LDP MARKETING, INC. AND MA. LOURDES DE LA PEÑA, PETITIONERS, VS. ERLINDA DYOLDE MONTER, RESPONDENT.

D E C I S I O N

CARPIO MORALES, J.:

Respondent, Erlinda Dyolde Monter, a cashier at the Red Tag Convenience Store, filed a complaint for illegal dismissal and related causes of action against petitioner LDP Marketing, Inc., owner-operator of the store, and LDP's Vice-President-co-petitioner Ma. Lourdes Dela Peña.

By Decision[1] of January 2, 2001, the Labor Arbiter ruled in favor of respondent.

On appeal, the National Labor Relations Commission (NLRC), by Resolution[2] of May 24, 2002, affirmed the Labor Arbiter's decision, modifying, however, the amount of attorney's fees awarded.

Petitioners' Motion for Reconsideration having been denied by the NLRC, they filed on May 19, 2002 before the Court of Appeals a petition for certiorari wherein the Verification/Certification of non-forum shopping was accomplished by petitioner Ma. Lourdes Dela Peña-Vice-President of its co-petitioner corporation.

By Resolution of December 23, 2002, the appellate court, citing Digital Microwave Corp. v. Court of Appeals,[3] dismissed petitioners' Petition for Certiorari for "failing to attach to the petition a copy of the company board resolution authorizing said Ma. Lourdes Dela Peña to sign the said Verification/Certification of [non-]forum shopping for and in behalf of petitioner corporation."

To the appellate court's Resolution, petitioners filed a Motion for Reconsideration[4] to which they attached a January 24, 2003 Secretary's Certificate[5] quoting a Resolution adopted by the Board of Directors of petitioner corporation during a special meeting on May 19, 1999 reading:

x x x x
RESOLVED, as it is hereby resolved that Ms. Ma. Lourdes dela Peña and/or Ms. Nonita R. Dela Peña are hereby appointed, designated and authorized to be the attorney-in-fact and representative of the Corporation, with absolute and complete authority to sign, enter into any stipulation, agreement, settlement or compromise and act on any and all matters that may be taken up in behalf of the Corporation in all the proceedings in connection with the case entitled "Erlinda D. Monter vs. LDP Marketing, Inc. and/or Ma. Lourdes dela Peña" with NLRC-NCR Case No. 00-03-02699-99, pending with the National Labor Relations Commission, National Capital Region, wherein the Corporation is a respondent.

3. The above-resolution has not been revoked and is in full force and effect as of the date of this certification.[6] (Underscoring supplied)
The Court of Appeals, "find[ing] no cogent reason to reverse" its Resolution of December 23, 2002, denied petitioners' Motion for Reconsideration by Resolution[7] of August 20, 2003.

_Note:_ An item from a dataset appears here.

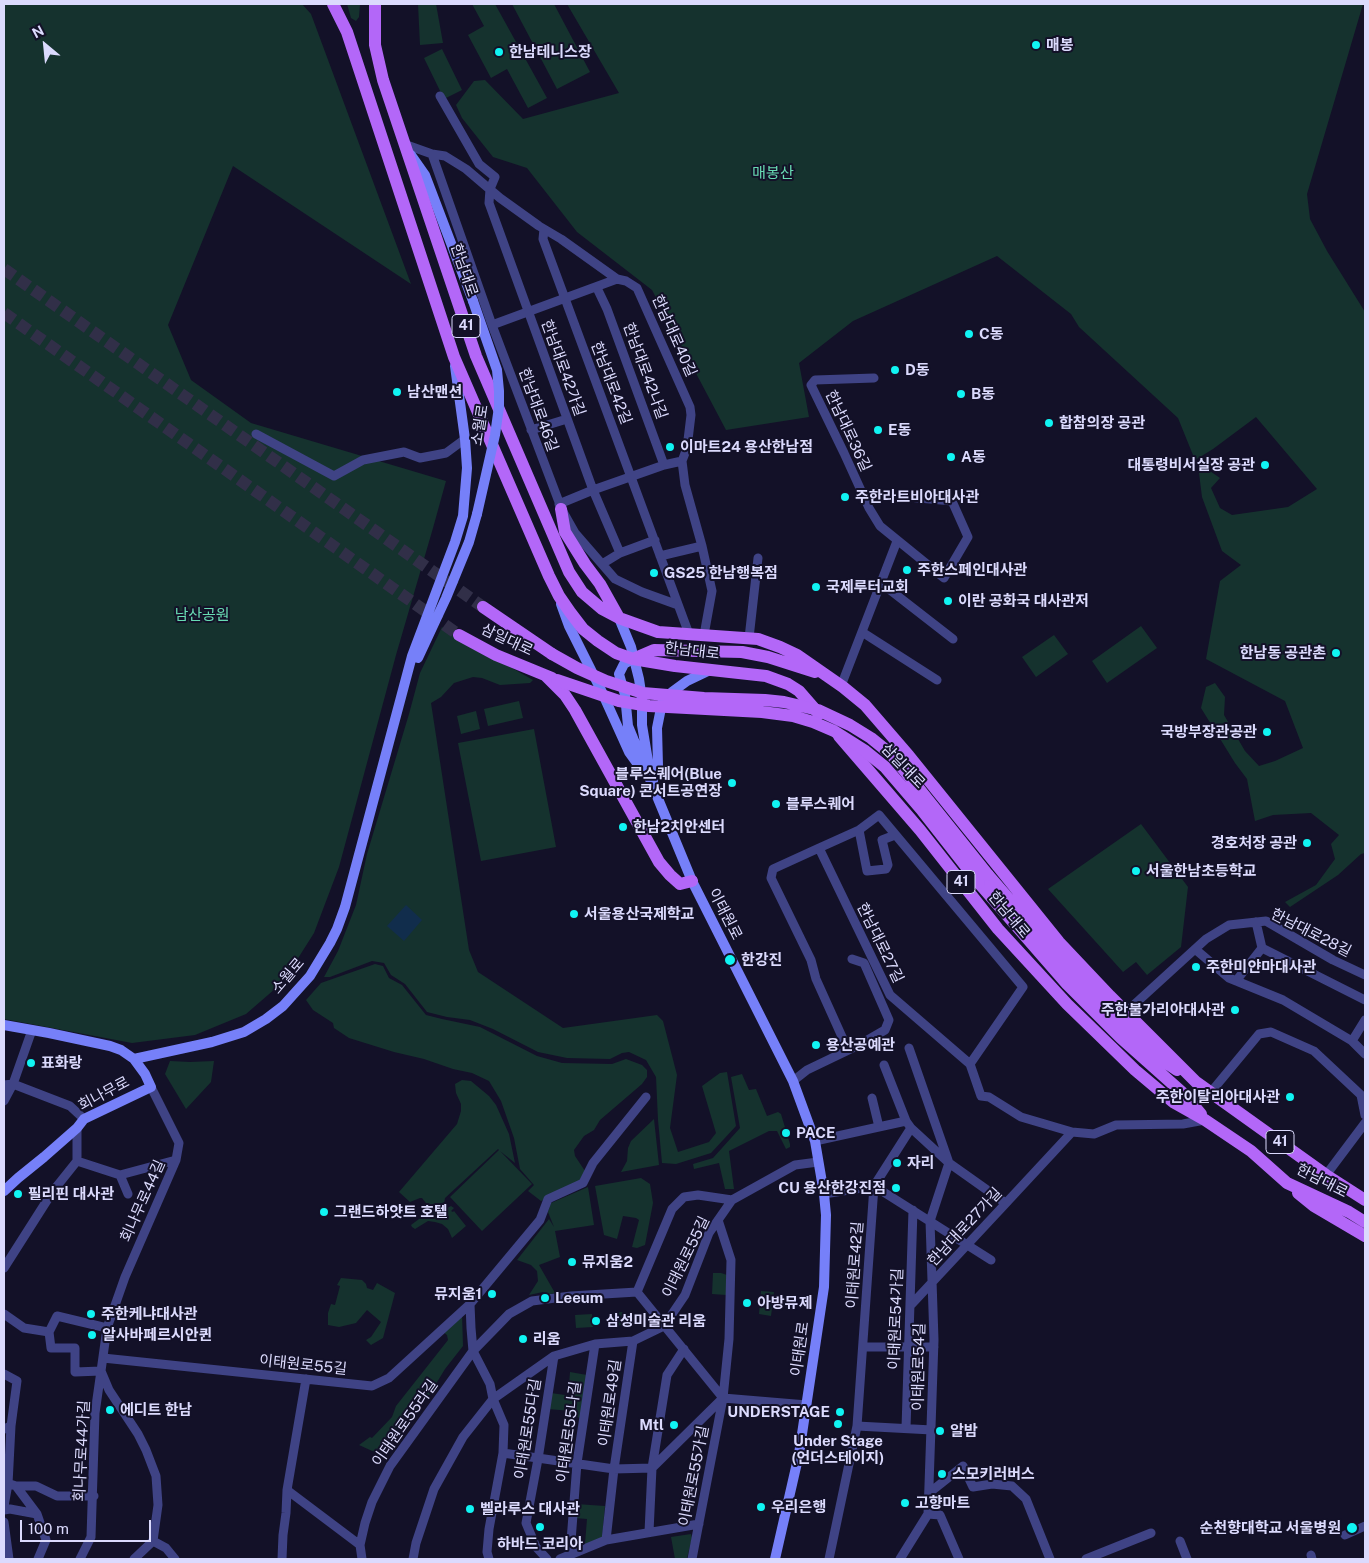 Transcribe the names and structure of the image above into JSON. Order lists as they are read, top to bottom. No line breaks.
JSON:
{"streets":{"main road":["한남대로","41","소월로","삼일대로","이태원로","회나무로"],"street":["한남대로40길","한남대로42가길","한남대로42나길","한남대로42길","한남대로46길","한남대로36길","한남대로28길","한남대로27길","회나무로44길","한남대로27가길","이태원로55길","이태원로42길","이태원로54가길","이태원로54길","이태원로49길","이태원로55라길","이태원로55다길","이태원로55나길","회나무로44가길","이태원로55가길"]},"crossings":[["한남대로","한남대로40길"],["한남대로","한남대로42길"],["한남대로","소월로"],["한남대로","삼일대로"],["한남대로","이태원로"],["한남대로","한남대로28길"],["한남대로40길","한남대로42가길"],["한남대로40길","한남대로42길"],["한남대로40길","한남대로46길"],["한남대로40길","소월로"],["한남대로42길","한남대로46길"],["소월로","회나무로"],["이태원로","이태원로55길"],["회나무로","회나무로44길"],["회나무로44길","이태원로55길"],["회나무로44길","회나무로44가길"],["한남대로27가길","이태원로54가길"],["한남대로27가길","이태원로54길"],["이태원로55길","이태원로55라길"],["이태원로55길","이태원로55가길"],["이태원로49길","이태원로55다길"],["이태원로49길","이태원로55나길"]],"parks":["매봉산","남산공원"],"places":["매봉","한남테니스장","C동","D동","남산맨션","B동","합참의장 공관","E동","이마트24 용산한남점","A동","대통령비서실장 공관","주한라트비아대사관","주한스페인대사관","GS25 한남행복점","국제루터교회","이란 공화국 대사관저","한남동 공관촌","국방부장관공관","블루스퀘어(Blue Square) 콘서트공연장","블루스퀘어","한남2치안센터","경호처장 공관","서울한남초등학교","서울용산국제학교","한강진","주한미얀마대사관","주한불가리아대사관","용산공예관","표화랑","주한이탈리아대사관","PACE","자리","CU 용산한강진점","필리핀 대사관","그랜드하얏트 호텔","뮤지움2","뮤지움1","Leeum","아방뮤제","주한케냐대사관","삼성미술관 리움","알사바페르시안퀸","리움","에디트 한남","UNDERSTAGE","Under Stage (언더스테이지)","Mtl","알밤","스모키러버스","고향마트","우리은행","벨라루스 대사관","하바드 코리아","순천향대학교 서울병원"],"scale_bar":"100 m","north":"top left"}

Hence, the present Petition for Review on Certiorari, petitioners advancing the following arguments:
  1. The case of Digital Microwave Corp. v. Court of Appeals, 328 SCRA 286 (2000) relied upon by the Court of Appeals in dismissing the Petition for Certiorari is not applicable in this case.

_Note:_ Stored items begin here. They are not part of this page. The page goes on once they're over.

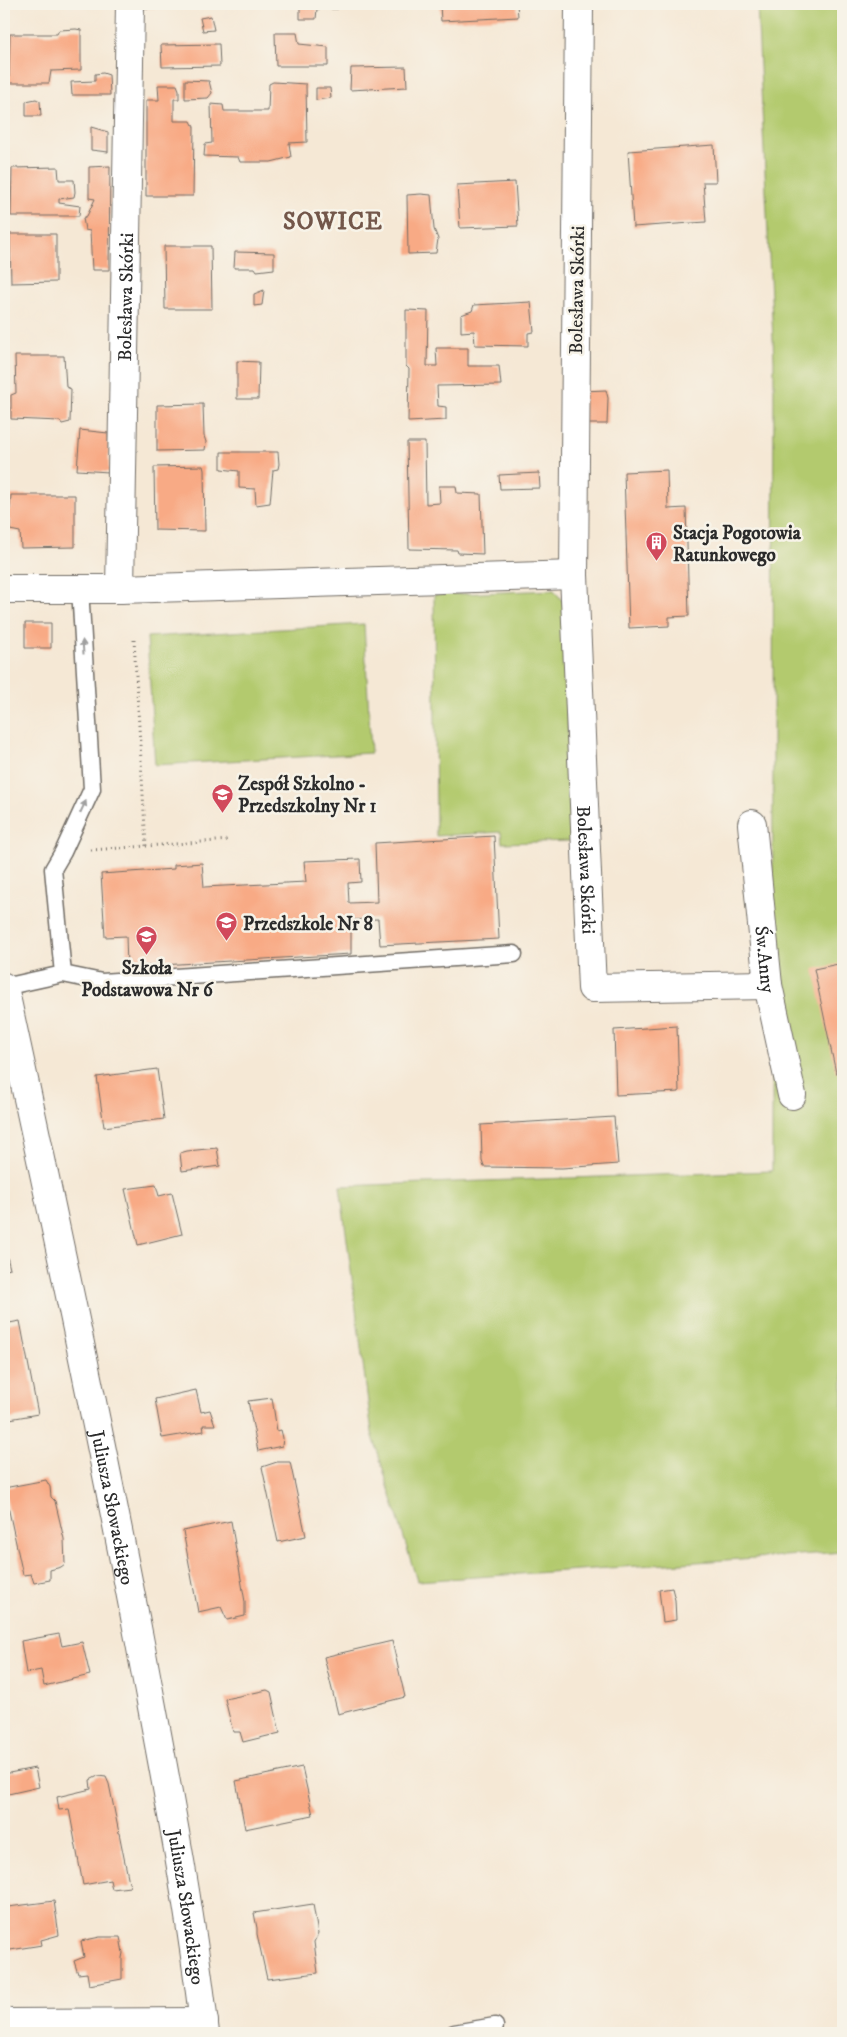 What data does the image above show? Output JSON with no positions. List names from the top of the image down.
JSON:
{
  "streets": {
    "street": ["Bolesława Skórki", "Św.Anny", "Juliusza Słowackiego"]
  },
  "crossings": [
    ["Bolesława Skórki", "Św.Anny"]
  ],
  "districts": ["SOWICE"],
  "places": {
    "building": ["Stacja Pogotowia Ratunkowego"],
    "school or university": ["Zespół Szkolno - Przedszkolny Nr 1", "Przedszkole Nr 8", "Szkoła Podstawowa Nr 6"]
  }
}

  2. The more recent case of Shipside Incorporated v. Court of Appeals, 352 SCRA 334 (2001) which affirmed the validity of a verification/certification against forum shopping despite the absence of an attached authorization confirming the authority of the person signing for and in behalf of a corporate entity, is the leading case applicable to the present controversy.

  3. Assuming for the sake of argument that there was indeed a technical defect in the Petition for Certiorari due [to] the failure of [p]etitioners to attach a written authorization to sign the verification/certification against forum shopping, the merits of the case and the substantial interest of justice dictates that the Petition for Certiorari should be given due course.[8] (Underscoring supplied)
The petition is impressed with merit.

Under Rule 46, Section 3, paragraph 3 of the Rules of Court, petitions for certiorari must be verified and accompanied by a sworn certification of non-forum shopping.[9]

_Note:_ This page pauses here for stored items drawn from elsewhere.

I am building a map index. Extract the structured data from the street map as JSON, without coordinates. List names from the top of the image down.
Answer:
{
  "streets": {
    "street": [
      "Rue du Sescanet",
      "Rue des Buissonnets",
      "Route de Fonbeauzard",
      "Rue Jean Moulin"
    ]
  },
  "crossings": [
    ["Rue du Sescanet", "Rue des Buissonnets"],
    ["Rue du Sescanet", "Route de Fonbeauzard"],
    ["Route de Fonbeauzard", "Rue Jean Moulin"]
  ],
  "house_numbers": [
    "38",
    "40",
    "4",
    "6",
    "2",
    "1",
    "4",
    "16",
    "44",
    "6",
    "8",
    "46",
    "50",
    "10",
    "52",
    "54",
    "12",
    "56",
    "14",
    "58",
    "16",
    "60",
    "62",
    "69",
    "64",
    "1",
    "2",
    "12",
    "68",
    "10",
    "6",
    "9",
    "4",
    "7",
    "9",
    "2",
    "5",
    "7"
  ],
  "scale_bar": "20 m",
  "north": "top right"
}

A pleading is verified by an affidavit that the affiant has read the pleading and that the allegations therein are true and correct of his personal knowledge or based on authentic records.[10]
The party need not sign the verification. A party's representative, lawyer or any person who personally knows the truth of the facts alleged in the pleading may sign the verification.[11]
On the other hand, a certification of non-forum shopping is a certification under oath by the plaintiff or principal party in the complaint or other initiatory pleading asserting a claim for relief or in a sworn certification annexed thereto and simultaneously filed therewith, (a) that he has not theretofore commenced any action or filed any claim involving the same issues in any court, tribunal or quasi-judicial agency and, to the best of his knowledge, no such other action or claim is pending therein; (b) if there is such other pending action or claim, a complete statement of the present status thereof, and (c) if he should thereafter learn that the same or similar action or claim has been filed or is pending, he shall report that fact within five (5) days therefrom to the court wherein his aforesaid complaint or initiatory pleading has been filed.[12]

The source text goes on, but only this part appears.